The Passing of the Three Elven Rings of Power.

At the point where the road northward from Isengard to Rivendell meets the way over the mountain pass to Lothlórien the company pauses on its journey for a whole week. This is the parting of the three keepers of the Elven Rings made by Celebrimbor of Eregion in the Second Age. Vilya, Nenya and Narya. Sauron had no part in their making and so they were not under the control power of the One Ring and yet their fate was inextricably linked to the Ruling Ring made by the same lore, the sharing of skill and of knowledge between Celebrimbor and Sauron when the Dark Lord’s intention was not yet known.

Or were there clues enough for the Wise to guess at what Sauron wished to do? Certainly Galadriel and Gil-galad refused his embassies but Celebrimbor received him. In Unfinished Tales Tolkien tells us that Celebrimbor “desired in his heart to rival the skill and fame of Fëanor”. The old Prayer Book of the Church of England counsels us against following “too much the devices and desires of our hearts”. This is wise advice and calls for rigorous self-examination. Celebrimbor was far too upright and honourable to betray his people and friends for the sake of his desire but his desire made him ready to do as Sauron wished and to give him aid in making the Rings of Power.

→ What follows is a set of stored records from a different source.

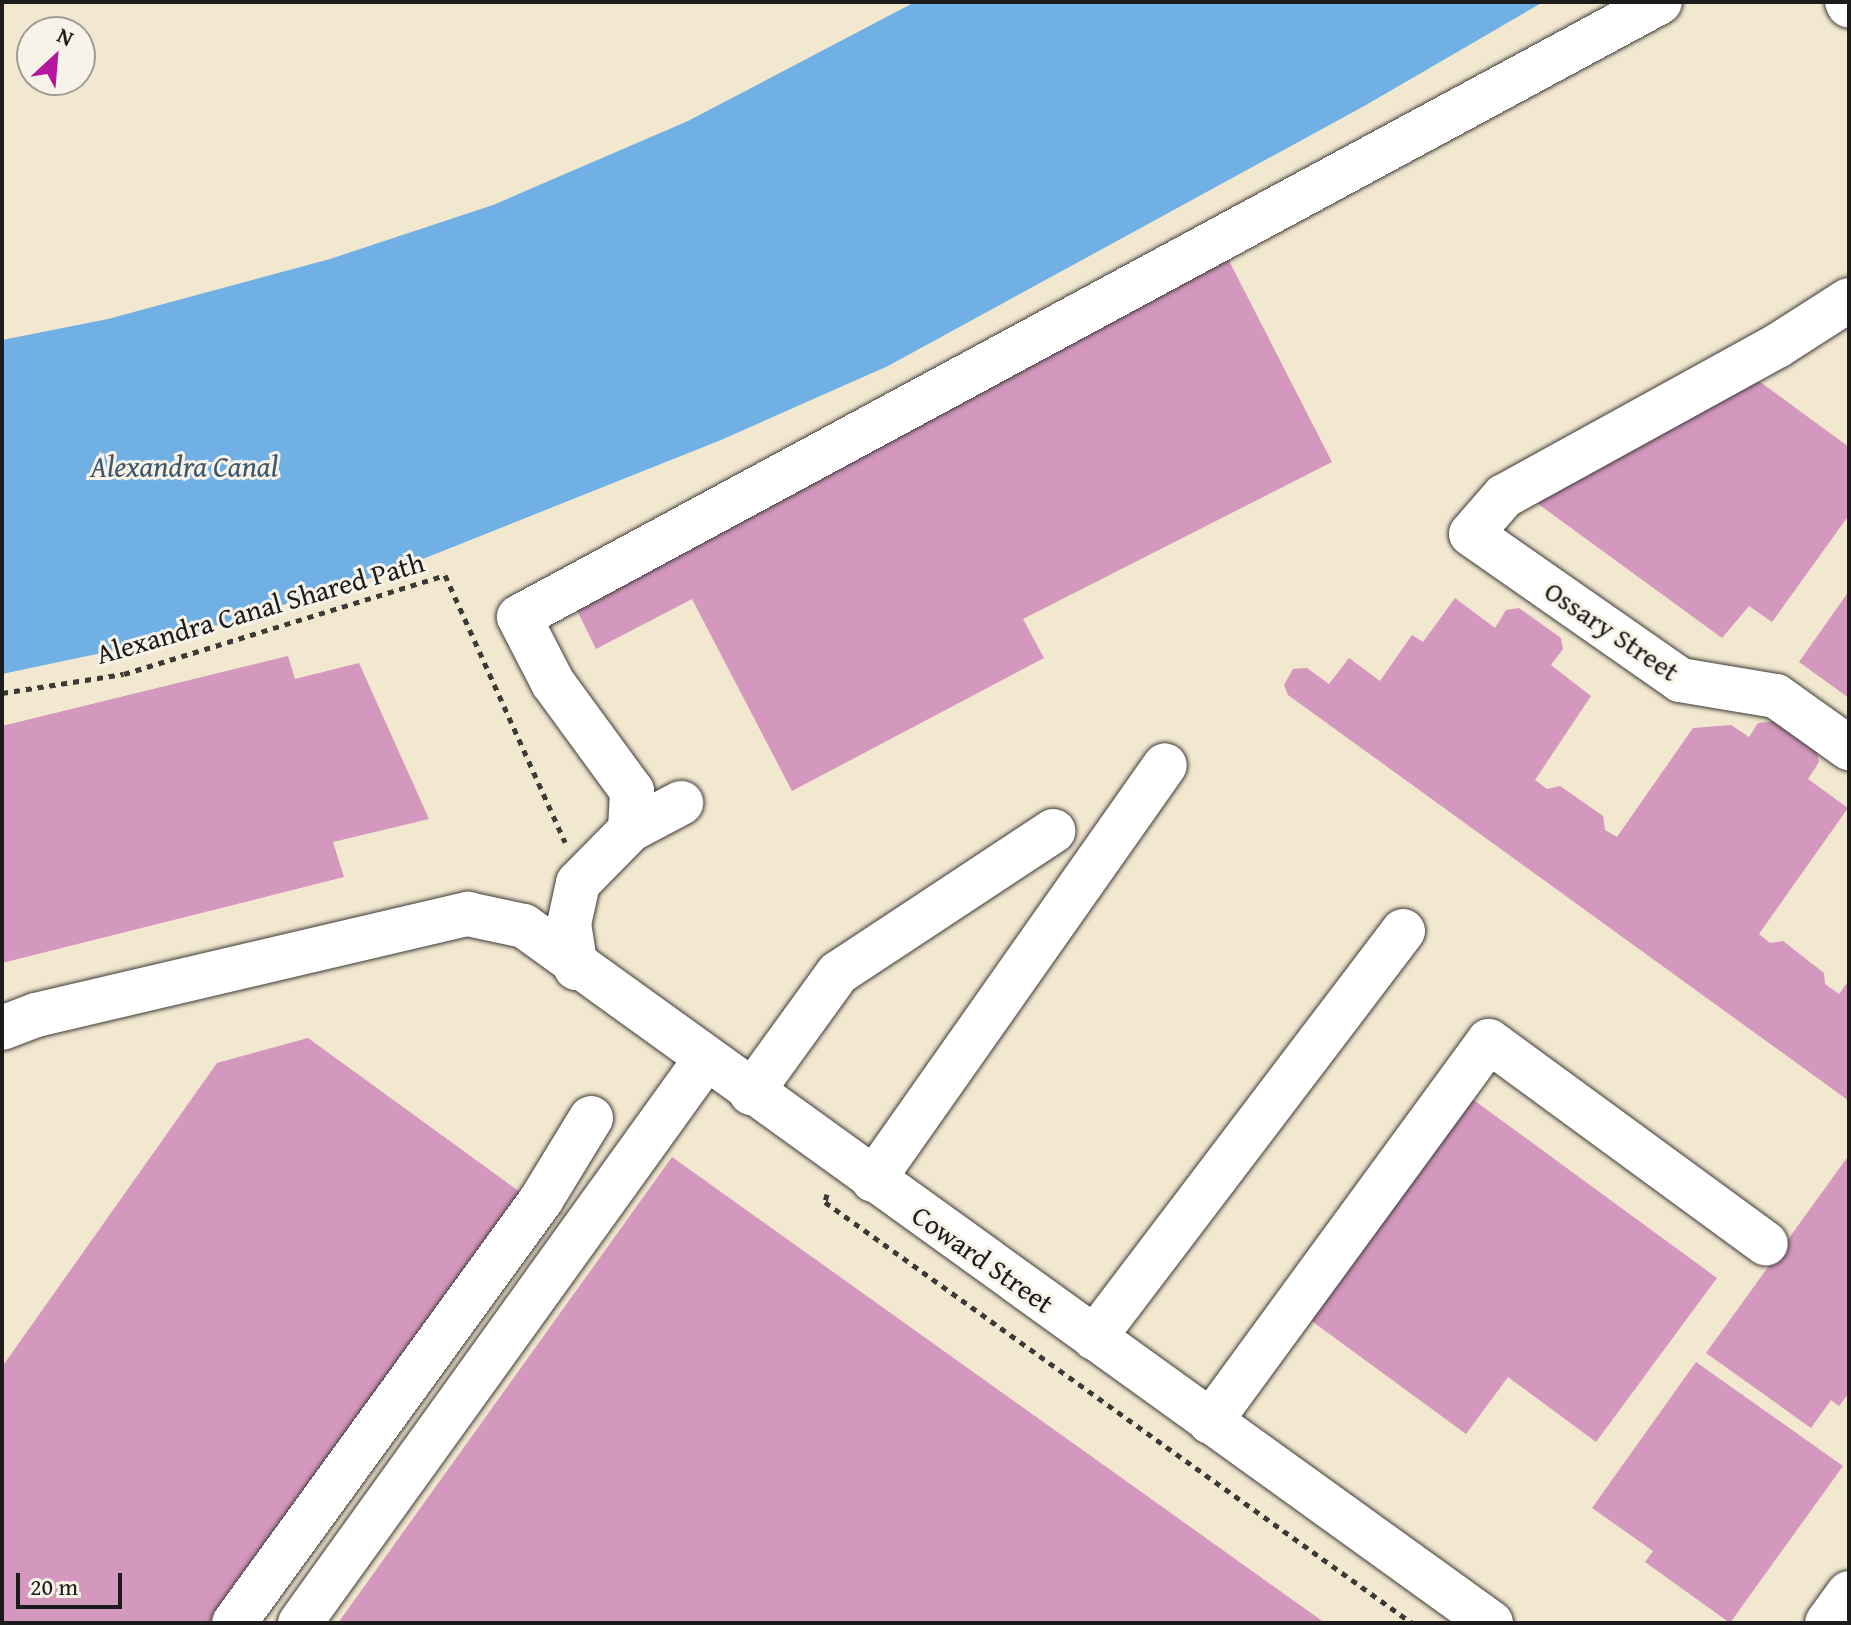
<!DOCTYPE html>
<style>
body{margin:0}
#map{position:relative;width:1851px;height:1625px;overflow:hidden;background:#f2e7cf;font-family:"Gentium Book Plus",serif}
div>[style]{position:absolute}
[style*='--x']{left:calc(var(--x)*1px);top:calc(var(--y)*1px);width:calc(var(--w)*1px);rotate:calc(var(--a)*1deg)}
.water>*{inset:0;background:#71b0e4}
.building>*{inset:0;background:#d497be}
.path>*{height:5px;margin-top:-2.5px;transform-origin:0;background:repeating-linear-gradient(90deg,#3c3a37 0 6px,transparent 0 12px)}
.roads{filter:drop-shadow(0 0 2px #3c3a37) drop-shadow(0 0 2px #3c3a37)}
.minor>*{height:44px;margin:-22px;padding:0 22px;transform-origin:22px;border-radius:22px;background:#fff}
span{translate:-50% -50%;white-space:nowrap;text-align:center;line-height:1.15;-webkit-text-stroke:6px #f7f3e8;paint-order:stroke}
.street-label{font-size:28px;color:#1c1c1c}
.water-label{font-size:30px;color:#3e576c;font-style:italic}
.frame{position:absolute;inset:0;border:4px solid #1c1c1c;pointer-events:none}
.north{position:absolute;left:16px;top:16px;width:80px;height:80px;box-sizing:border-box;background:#f7f3e8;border:2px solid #9f9d96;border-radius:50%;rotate:26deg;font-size:22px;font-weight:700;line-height:32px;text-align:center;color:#1c1c1c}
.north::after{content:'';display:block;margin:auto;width:28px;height:36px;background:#b5179e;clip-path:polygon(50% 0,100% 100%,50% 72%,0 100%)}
.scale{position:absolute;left:16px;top:1573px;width:106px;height:36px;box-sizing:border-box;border:4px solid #1c1c1c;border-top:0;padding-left:10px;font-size:24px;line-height:28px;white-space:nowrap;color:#1c1c1c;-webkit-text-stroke:6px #f7f3e8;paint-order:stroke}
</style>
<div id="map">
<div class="water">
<i style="clip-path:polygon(915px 2px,1543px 2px,1366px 105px,888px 366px,721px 440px,390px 572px,182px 636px,2px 674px,2px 340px,108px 319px,330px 259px,493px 205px,688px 121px)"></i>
</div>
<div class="building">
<i style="clip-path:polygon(1225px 253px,1332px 462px,1023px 619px,1044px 658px,792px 791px,692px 599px,596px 649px,570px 596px)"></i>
<i style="clip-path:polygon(1756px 379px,1849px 447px,1849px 515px,1772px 622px,1749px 606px,1722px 638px,1530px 498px)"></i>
<i style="clip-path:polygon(1849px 591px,1849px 698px,1799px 662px)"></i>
<i style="clip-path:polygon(1455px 598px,1495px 628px,1506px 610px,1519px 608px,1561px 638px,1563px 649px,1551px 665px,1591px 696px,1535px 780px,1547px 789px,1560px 786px,1603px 816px,1605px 830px,1617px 837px,1693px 728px,1731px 725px,1749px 737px,1758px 723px,1774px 721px,1817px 750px,1819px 762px,1808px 779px,1848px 808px,1759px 934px,1770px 943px,1783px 941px,1824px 973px,1825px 984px,1839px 994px,1849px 980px,1849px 1101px,1288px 695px,1284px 685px,1293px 669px,1307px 668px,1329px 684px,1349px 658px,1380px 681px,1412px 635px,1423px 642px)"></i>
<i style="clip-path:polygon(288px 656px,295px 679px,359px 663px,429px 819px,333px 842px,344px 877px,2px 963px,2px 726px)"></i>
<i style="clip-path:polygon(308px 1038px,527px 1197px,217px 1623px,2px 1623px,2px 1367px,217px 1063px)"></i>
<i style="clip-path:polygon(1460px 1090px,1717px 1278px,1596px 1442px,1508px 1377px,1466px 1434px,1298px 1311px)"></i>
<i style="clip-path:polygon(1849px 1155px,1849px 1393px,1839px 1406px,1831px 1400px,1811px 1428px,1706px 1353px)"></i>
<i style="clip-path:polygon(672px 1157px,1325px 1623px,338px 1623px)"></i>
<i style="clip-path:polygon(1696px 1362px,1843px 1466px,1730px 1623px,1645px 1562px,1653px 1551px,1592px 1508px)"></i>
</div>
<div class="path">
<i style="--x:2;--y:693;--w:123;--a:-8.9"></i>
<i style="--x:124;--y:674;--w:336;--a:-17.1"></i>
<i style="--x:445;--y:575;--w:293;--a:65.8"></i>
<i style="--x:827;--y:1194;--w:8;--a:104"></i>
<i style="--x:825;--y:1202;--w:722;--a:35.65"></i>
</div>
<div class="roads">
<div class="minor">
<i style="--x:1847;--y:2;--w:4;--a:63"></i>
<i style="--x:1849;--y:300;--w:85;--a:147.4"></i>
<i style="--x:1777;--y:346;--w:311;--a:151.2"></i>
<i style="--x:1504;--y:496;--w:50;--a:131"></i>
<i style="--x:1471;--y:534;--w:255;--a:34.9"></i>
<i style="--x:1680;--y:680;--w:97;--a:9.5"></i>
<i style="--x:1776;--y:696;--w:90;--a:35.5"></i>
<i style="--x:630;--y:830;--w:58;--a:-27.9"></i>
<i style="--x:576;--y:968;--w:45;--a:-99"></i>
<i style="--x:569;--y:924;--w:42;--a:-77.6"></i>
<i style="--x:578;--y:883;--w:74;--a:-45.5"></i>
<i style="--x:630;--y:830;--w:39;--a:-87"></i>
<i style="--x:632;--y:791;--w:134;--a:-126.2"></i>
<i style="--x:553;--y:683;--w:74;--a:-117.3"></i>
<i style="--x:519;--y:617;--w:1296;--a:-28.32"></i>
<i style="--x:2;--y:1028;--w:36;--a:-21"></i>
<i style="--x:36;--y:1015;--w:444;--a:-13.2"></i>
<i style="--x:468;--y:914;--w:57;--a:12.1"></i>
<i style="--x:524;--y:926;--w:1192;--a:35.78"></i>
<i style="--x:751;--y:1093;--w:148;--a:-54.1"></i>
<i style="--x:838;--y:973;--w:258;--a:-33.4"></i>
<i style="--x:873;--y:1180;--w:507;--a:-54.87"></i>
<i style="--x:1094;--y:1338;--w:511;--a:-52.79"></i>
<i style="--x:1210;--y:1422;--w:472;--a:-53.8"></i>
<i style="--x:1489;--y:1041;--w:343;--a:36.2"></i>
<i style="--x:234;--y:1623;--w:523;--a:-54.03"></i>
<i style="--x:541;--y:1200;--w:96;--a:-58.6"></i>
<i style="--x:300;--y:1623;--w:694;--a:-54.27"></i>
<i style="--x:1827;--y:1623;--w:37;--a:-54"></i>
</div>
</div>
<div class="street-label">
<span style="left:260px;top:608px;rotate:-16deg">Alexandra Canal Shared Path</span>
<span style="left:1612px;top:631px;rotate:34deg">Ossary Street</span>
<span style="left:983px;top:1259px;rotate:35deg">Coward Street</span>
</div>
<div class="water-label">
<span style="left:184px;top:466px">Alexandra Canal</span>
</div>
<div class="frame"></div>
<div class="north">N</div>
<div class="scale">20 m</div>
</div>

In this desire even Galadriel was not without blame. When it became clear at the moment when Sauron forged the One Ring in the Cracks of Doom at Orodruin in Mordor that he wished power only for himself she counselled Celebrimbor against destroying the lesser Rings; the Nine, the Seven and the Three. Already she possessed Nenya and by it she was able to create Lórinand that was to become Lothlórien, the most beautiful land in all Middle-earth. Her desire was for the beauty that she was creating and she did not wish to give up her Ring for destruction. As a consequence even though Sauron never found the Three Elven Rings he was able to capture the Nine in his war against Celebrimbor and to give them to mortal men so creating his most terrible servants, the Nazgûl. For a time the Seven, rings of power given to the Dwarf Lords, were free from his grasp, but eventually he held them too.

Celebrimbor’s desire, and Galadriel’s share in it, had led to the forging of the One Ring, to the creation of the Nazgûl and to the diminishing of the dwarves. Although the Elven Rings enabled Galadriel to create the beauty of Lothlórien, Elrond the beauty of the valley of Rivendell and Gandalf to stir up the hearts and wills of the free peoples of Middle-earth they were too much linked to the evil of the Ring of Power to survive its destruction.

Saruman spoke of this in his encounter with the Ring-bearers. “I did not spend long study on these matters for naught. You have doomed yourselves, and you know it. And it will afford me some comfort as I wander to think that you pulled down your own house when you destroyed mine.” As always Saruman’s knowledge was less complete than he believed and his wisdom almost entirely absent but one thing is true and that is that with the destruction of the Ring the power of the Three is at an end and with it much of the work that they achieved. Lothlórien and Rivendell must diminish. Much that is beautiful in the world must come to an end.

Would it have been better if the Ring had not gone to the Fire? The Wise had already been faced with this choice and rejected it. The Ruling Ring had such power to corrupt that it was impossible to keep safely and to use it would have been catastrophic. Never again would the path of withholding be followed. At last the Wise knew what they must do. The Ring must be destroyed and their life in Middle-earth must come to an end.

Saruman in his bitter envy thought of this as an accidental outcome of the destruction of the Ring. He could not imagine that his enemies were prepared to give up so much and to do it freely. And he most certainly did not anticipate the grace that will be shown to the Ring-bearers. After all it was a grace that he himself had long ago rejected.